Le Musée des beaux-arts du Canada ne veut pas partager le «Saint Jérôme»

Agence QMI

MUSÉE DE LA CIVILISATION DU QUÉBEC

Le Musée des beaux-arts du Canada (MBAC) a balayé l'idée de partager la propriété du «Saint-Jérôme», qu'il compte acquérir, avec le Musée de la civilisation à Québec et le Musée des beaux-arts de Montréal, eux aussi en lice pour mettre la main sur le tableau.

Les deux musées québécois ont expliqué vouloir mettre la main sur la peinture du Français Jacques-Louis David afin de conserver l'œuvre au Québec. Le tableau, peint au 18e siècle et intitulé «Saint Jérôme entendant les trompettes du Jugement dernier», est actuellement détenu par la Fabrique de la paroisse Notre-Dame de Québec.

«Nous nous trouvons à cinq minutes de marche de la quatrième plus grosse ville du Québec (Gatineau).
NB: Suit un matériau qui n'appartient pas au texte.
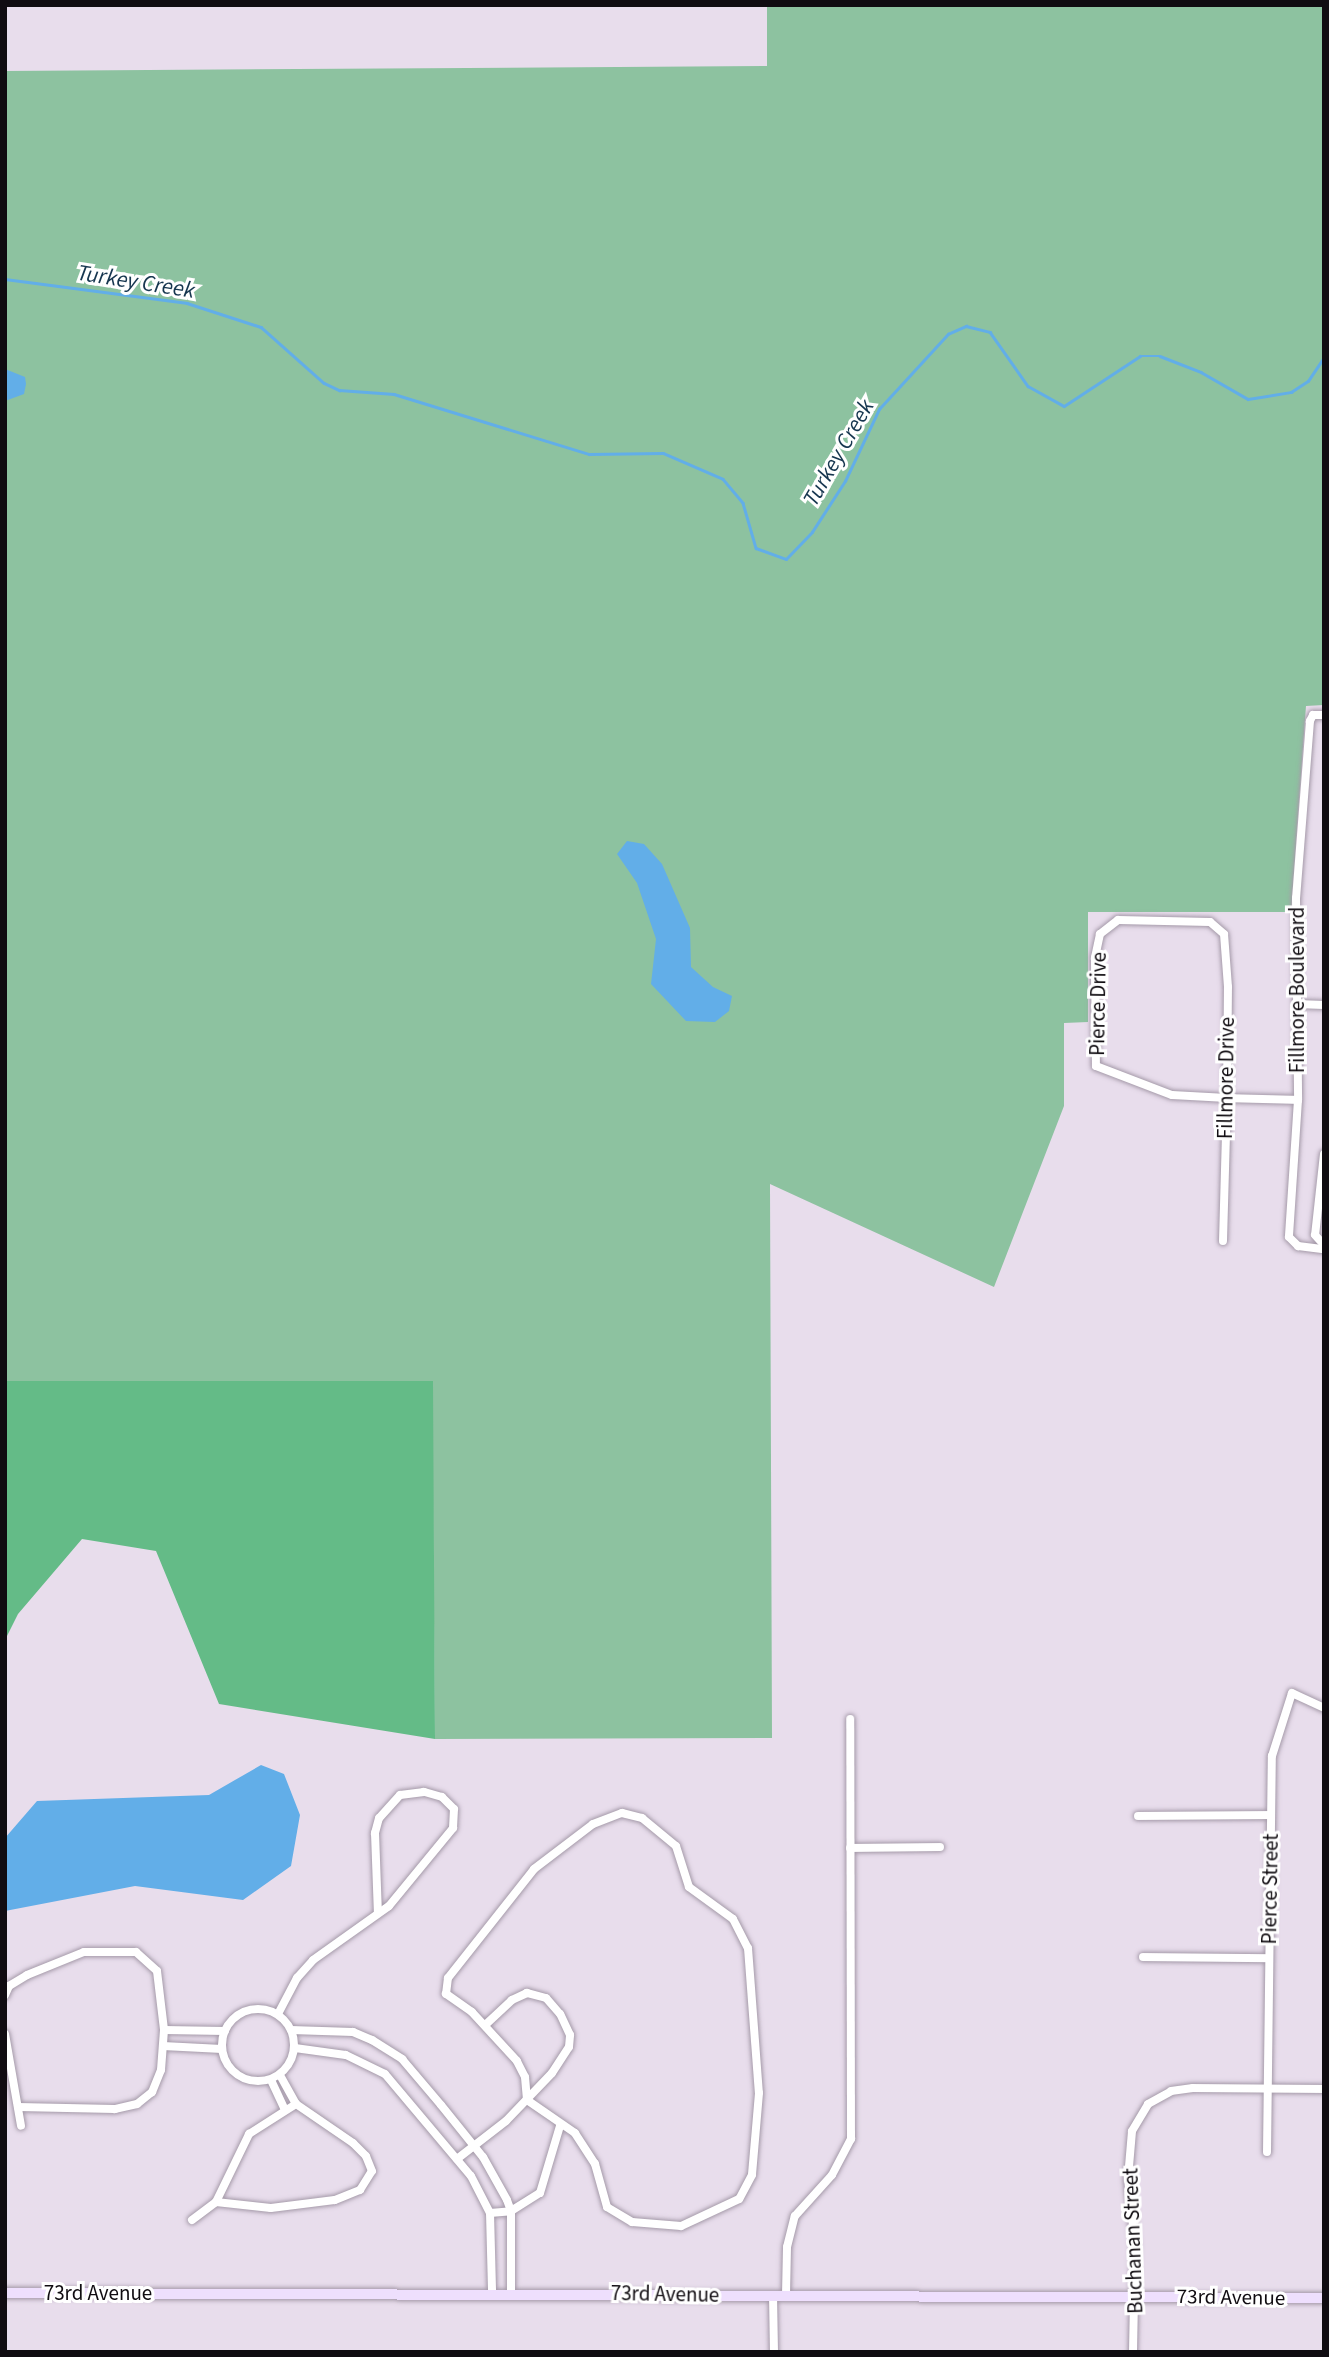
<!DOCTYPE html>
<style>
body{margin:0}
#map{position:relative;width:1329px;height:2357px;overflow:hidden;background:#e8ddec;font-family:"Source Sans 3",sans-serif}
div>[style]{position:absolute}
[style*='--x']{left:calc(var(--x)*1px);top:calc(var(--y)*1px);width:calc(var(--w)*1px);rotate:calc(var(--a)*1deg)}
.green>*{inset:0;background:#8dc2a0}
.forest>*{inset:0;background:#64bb87}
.water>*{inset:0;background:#62aee8}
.stream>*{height:2.5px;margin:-1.25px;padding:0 1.25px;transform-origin:1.25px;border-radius:1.25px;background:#62aee8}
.roads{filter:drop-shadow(0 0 2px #a59aa9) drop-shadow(0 0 2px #a59aa9)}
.street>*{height:8px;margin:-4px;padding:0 4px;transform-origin:4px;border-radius:4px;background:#fff}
.street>.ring{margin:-4px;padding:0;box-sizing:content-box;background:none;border:8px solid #fff;border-radius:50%}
.secondary>*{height:10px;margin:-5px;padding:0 5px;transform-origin:5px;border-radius:5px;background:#eedffd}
span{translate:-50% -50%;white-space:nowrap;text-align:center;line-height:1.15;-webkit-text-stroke:6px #fff;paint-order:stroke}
.street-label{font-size:21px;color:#100c11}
.water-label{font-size:23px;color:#16364f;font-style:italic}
.frame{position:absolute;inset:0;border:7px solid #100c11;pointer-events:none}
</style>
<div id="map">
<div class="green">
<i style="clip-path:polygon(767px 5px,1324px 5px,1324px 705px,1306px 706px,1291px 912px,1088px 912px,1088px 1022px,1064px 1023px,1064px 1106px,994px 1287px,770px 1184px,772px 1738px,435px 1739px,432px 1381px,5px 1381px,5px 71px,767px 66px)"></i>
</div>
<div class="forest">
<i style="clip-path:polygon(5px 1381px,433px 1381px,435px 1739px,219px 1704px,156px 1551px,82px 1539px,18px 1614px,5px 1640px)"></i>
</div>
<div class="water">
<i style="clip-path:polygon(5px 369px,25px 377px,26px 384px,24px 394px,5px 401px)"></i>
<i style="clip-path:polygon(627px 841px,644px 844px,662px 864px,690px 928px,691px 967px,713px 987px,732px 996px,729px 1011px,715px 1022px,686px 1021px,651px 984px,656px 939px,637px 883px,617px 854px)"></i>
<i style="clip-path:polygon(261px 1765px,284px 1774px,300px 1815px,291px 1866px,243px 1900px,135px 1886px,5px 1911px,5px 1838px,37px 1801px,209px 1795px)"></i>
</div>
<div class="stream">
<i style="--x:5;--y:279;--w:184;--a:7.5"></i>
<i style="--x:187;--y:303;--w:78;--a:18"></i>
<i style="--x:261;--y:327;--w:84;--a:41.6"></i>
<i style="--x:324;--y:383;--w:17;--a:25"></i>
<i style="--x:339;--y:390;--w:55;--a:4.2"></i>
<i style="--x:394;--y:394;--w:204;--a:17.1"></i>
<i style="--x:589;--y:454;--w:74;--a:-0.8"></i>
<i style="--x:663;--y:453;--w:65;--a:23.4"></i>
<i style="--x:723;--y:479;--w:31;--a:50"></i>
<i style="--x:743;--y:503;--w:47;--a:73.9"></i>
<i style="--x:756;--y:548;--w:32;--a:20"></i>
<i style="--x:786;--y:559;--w:37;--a:-46"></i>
<i style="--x:812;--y:532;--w:61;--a:-57.1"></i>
<i style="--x:845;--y:481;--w:80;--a:-64.7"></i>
<i style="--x:879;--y:409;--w:102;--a:-47.4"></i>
<i style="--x:948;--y:334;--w:20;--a:-24"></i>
<i style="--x:966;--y:326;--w:25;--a:14"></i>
<i style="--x:990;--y:332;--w:66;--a:54.9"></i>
<i style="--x:1028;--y:386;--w:41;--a:29.1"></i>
<i style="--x:1064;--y:406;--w:91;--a:-33.3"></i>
<i style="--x:1140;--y:356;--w:20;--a:0"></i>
<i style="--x:1160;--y:356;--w:44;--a:21.3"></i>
<i style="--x:1201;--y:372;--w:54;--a:29.9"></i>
<i style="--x:1248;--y:399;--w:44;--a:-9.2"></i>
<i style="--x:1291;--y:392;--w:20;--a:-33"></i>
<i style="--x:1308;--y:381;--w:29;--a:-56"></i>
</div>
<div class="roads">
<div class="street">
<i style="--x:1324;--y:715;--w:11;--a:180"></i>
<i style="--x:1313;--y:715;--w:7;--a:117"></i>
<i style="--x:1310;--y:721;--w:178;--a:94.5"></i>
<i style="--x:1296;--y:898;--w:202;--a:89.4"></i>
<i style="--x:1298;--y:1100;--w:137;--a:93.8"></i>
<i style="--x:1289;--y:1237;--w:13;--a:45"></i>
<i style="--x:1298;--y:1246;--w:26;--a:7"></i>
<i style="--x:1297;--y:1004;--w:27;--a:2"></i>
<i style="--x:1324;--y:1154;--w:81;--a:96.3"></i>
<i style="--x:1315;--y:1235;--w:13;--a:48"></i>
<i style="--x:1223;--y:1241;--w:143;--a:-88.4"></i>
<i style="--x:1227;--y:1098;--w:111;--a:-89.5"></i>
<i style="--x:1228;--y:987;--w:53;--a:-94.3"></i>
<i style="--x:1224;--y:934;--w:18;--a:-139"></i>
<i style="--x:1210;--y:922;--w:92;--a:-178.8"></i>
<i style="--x:1118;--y:920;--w:23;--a:142"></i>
<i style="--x:1100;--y:934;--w:25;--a:102"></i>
<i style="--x:1095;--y:958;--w:108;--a:89.5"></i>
<i style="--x:1096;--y:1066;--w:81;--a:20.9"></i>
<i style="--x:1172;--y:1095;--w:55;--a:3.1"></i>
<i style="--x:1227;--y:1098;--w:71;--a:1.6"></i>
<i style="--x:622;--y:1813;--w:21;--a:14"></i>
<i style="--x:642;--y:1818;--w:44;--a:39.5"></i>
<i style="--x:676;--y:1846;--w:43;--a:72.4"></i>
<i style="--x:689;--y:1887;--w:54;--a:36"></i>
<i style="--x:733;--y:1919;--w:33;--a:63"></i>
<i style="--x:748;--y:1948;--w:145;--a:85.7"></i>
<i style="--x:759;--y:2093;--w:82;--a:94.9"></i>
<i style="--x:752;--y:2175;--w:27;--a:118"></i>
<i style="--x:739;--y:2199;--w:64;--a:155"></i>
<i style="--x:681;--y:2226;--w:49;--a:-175.3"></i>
<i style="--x:632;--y:2222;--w:29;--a:-149"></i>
<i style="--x:607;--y:2207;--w:45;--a:-105.6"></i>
<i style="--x:595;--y:2164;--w:37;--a:-123"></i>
<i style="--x:575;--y:2133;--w:58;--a:-145.5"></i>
<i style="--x:527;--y:2100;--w:23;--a:-95"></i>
<i style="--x:525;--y:2077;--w:18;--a:-117"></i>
<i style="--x:517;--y:2061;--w:67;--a:-132.6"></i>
<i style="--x:472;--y:2012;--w:32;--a:-145"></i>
<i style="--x:446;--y:1994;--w:16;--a:-83"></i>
<i style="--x:448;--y:1978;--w:139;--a:-51.7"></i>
<i style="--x:534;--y:1869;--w:74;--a:-37.3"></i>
<i style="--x:593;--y:1824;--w:31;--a:-21"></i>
<i style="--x:1138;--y:1816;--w:133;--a:-0.4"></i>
<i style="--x:850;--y:1848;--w:90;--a:-0.6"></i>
<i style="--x:1143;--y:1957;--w:126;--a:0.5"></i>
<i style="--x:5;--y:1995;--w:10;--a:-66"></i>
<i style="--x:9;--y:1986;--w:21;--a:-31"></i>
<i style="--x:27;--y:1975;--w:61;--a:-22"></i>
<i style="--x:84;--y:1952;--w:52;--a:0"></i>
<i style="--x:136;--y:1952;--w:28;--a:42"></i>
<i style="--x:157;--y:1971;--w:59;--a:83.2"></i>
<i style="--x:164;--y:2030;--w:40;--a:94.3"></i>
<i style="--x:161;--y:2070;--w:24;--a:112"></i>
<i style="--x:152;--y:2092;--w:19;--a:141"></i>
<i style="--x:137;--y:2104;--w:23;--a:167"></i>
<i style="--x:115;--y:2109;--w:97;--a:-178.8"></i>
<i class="ring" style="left:222px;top:2009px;width:64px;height:64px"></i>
<i style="--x:278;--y:2014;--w:41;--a:-62.2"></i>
<i style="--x:297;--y:1978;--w:24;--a:-48"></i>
<i style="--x:313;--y:1960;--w:93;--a:-35.4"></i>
<i style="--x:389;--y:1906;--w:101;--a:-50.6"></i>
<i style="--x:453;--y:1828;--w:19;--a:-87"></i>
<i style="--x:454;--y:1809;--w:17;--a:-135"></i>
<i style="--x:442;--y:1797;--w:19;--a:-164"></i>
<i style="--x:424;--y:1792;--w:24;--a:173"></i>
<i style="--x:400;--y:1795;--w:31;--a:132"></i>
<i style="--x:379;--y:1818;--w:16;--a:105"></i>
<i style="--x:375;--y:1833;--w:80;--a:87.9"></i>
<i style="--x:164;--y:2030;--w:61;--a:0.9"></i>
<i style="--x:291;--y:2030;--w:62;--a:1.8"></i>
<i style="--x:353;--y:2032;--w:21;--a:23"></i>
<i style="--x:372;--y:2040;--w:36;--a:32"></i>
<i style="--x:402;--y:2059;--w:60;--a:49.7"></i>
<i style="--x:441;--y:2105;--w:67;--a:51.1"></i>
<i style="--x:483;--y:2157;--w:49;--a:60.8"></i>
<i style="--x:507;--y:2200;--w:12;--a:70"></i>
<i style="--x:511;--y:2211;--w:81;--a:90"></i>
<i style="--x:5;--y:2034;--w:93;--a:80.1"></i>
<i style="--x:163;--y:2046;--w:59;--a:2.9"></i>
<i style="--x:295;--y:2048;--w:51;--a:7.8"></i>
<i style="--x:346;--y:2055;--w:43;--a:26"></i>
<i style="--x:385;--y:2074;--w:133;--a:49.9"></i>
<i style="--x:471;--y:2176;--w:42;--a:62.8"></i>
<i style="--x:490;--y:2213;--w:79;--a:88.5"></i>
<i style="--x:271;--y:2080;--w:33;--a:65"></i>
<i style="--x:1267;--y:2152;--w:396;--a:-89.3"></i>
<i style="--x:1272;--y:1756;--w:66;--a:-72.4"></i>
<i style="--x:1292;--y:1693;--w:35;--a:25"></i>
<i style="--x:457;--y:2159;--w:62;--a:-37.8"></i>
<i style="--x:506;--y:2121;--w:66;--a:-46.2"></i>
<i style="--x:552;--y:2073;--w:31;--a:-57"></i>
<i style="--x:569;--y:2047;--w:12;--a:-85"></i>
<i style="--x:570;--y:2035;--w:23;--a:-115"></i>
<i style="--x:560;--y:2014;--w:21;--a:-131"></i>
<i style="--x:546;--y:1998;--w:20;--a:-165"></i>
<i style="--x:527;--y:1993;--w:17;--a:155"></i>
<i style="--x:512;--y:2000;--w:37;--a:137"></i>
<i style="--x:216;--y:2202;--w:55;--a:6.2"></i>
<i style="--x:271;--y:2208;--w:64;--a:-7.1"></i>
<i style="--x:335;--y:2200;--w:27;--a:-22"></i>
<i style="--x:360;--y:2190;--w:22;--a:-58"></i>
<i style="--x:372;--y:2171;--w:16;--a:-112"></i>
<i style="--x:366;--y:2156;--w:18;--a:-135"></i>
<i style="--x:353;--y:2143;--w:69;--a:-145.6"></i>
<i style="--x:296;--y:2104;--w:33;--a:-119"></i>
<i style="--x:490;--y:2213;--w:21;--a:-5"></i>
<i style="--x:511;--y:2211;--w:34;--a:-32"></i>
<i style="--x:540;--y:2193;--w:70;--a:-73.4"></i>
<i style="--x:192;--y:2220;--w:30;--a:-37"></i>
<i style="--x:216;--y:2202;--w:76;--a:-64.1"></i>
<i style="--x:249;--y:2134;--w:56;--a:-32.6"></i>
<i style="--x:773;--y:2295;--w:57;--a:89"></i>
<i style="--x:786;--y:2295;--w:48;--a:-88.8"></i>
<i style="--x:787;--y:2247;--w:32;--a:-76"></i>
<i style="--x:795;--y:2216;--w:55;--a:-47.9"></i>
<i style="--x:832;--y:2175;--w:41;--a:-62.2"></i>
<i style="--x:851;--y:2139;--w:420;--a:-90.1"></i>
<i style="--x:1133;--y:2352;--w:107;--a:-88.9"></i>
<i style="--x:1135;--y:2245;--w:67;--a:-96"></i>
<i style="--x:1128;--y:2178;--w:47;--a:-85.1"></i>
<i style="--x:1132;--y:2131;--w:31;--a:-59"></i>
<i style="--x:1148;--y:2104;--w:26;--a:-29"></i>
<i style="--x:1171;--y:2091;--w:22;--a:-8"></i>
<i style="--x:1193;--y:2088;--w:131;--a:0.4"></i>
</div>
<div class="secondary">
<i style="--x:5;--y:2293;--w:1319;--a:0.22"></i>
</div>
</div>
<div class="street-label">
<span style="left:1297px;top:990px;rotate:-90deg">Fillmore Boulevard</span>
<span style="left:1098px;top:1004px;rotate:-89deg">Pierce Drive</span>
<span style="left:1226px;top:1078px;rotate:-89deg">Fillmore Drive</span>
<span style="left:1270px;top:1889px;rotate:-89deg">Pierce Street</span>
<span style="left:1133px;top:2241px;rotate:-92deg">Buchanan Street</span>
<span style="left:98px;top:2293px">73rd Avenue</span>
<span style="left:665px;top:2294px;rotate:1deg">73rd Avenue</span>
<span style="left:1231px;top:2297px;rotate:1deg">73rd Avenue</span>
</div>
<div class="water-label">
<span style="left:136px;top:282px;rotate:9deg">Turkey Creek</span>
<span style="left:839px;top:453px;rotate:-60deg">Turkey Creek</span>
</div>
<div class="frame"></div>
</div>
Il ne s'en va pas en Arabie saoudite ou en Russie, il s'en va à Ottawa. Je ne comprends vraiment pas où est le problème», a confié le directeur du MBAC, Marc Meyer, au «Globe and Mail».

M. Meyer a rejeté la main tendue par les musées québécois, qui sont en faveur d'un partage de l'œuvre. «Ça ne fonctionne pas comme ça pour les peintures de grands maîtres. C'est une pièce avec de la peinture vieille de 250 ans. Ce n'est pas l'enfant d'un couple divorcé qui va et vient d'un parent à l'autre», a souligné le directeur.

Le MBAC a déposé une offre de «plusieurs millions» de dollars pour acquérir le «Saint Jérôme» en décembre dernier. Pour ce faire, le musée compte se départir de la toile «La tour Eiffel» de Marc Chagall lors d'une vente aux enchères en mai.

Le Musée de la civilisation, qui a un droit de premier refus lui permettant d'égaler l'offre du MBAC pendant six mois, cherche à amasser les fonds nécessaires d'ici la date butoir du 11 juin.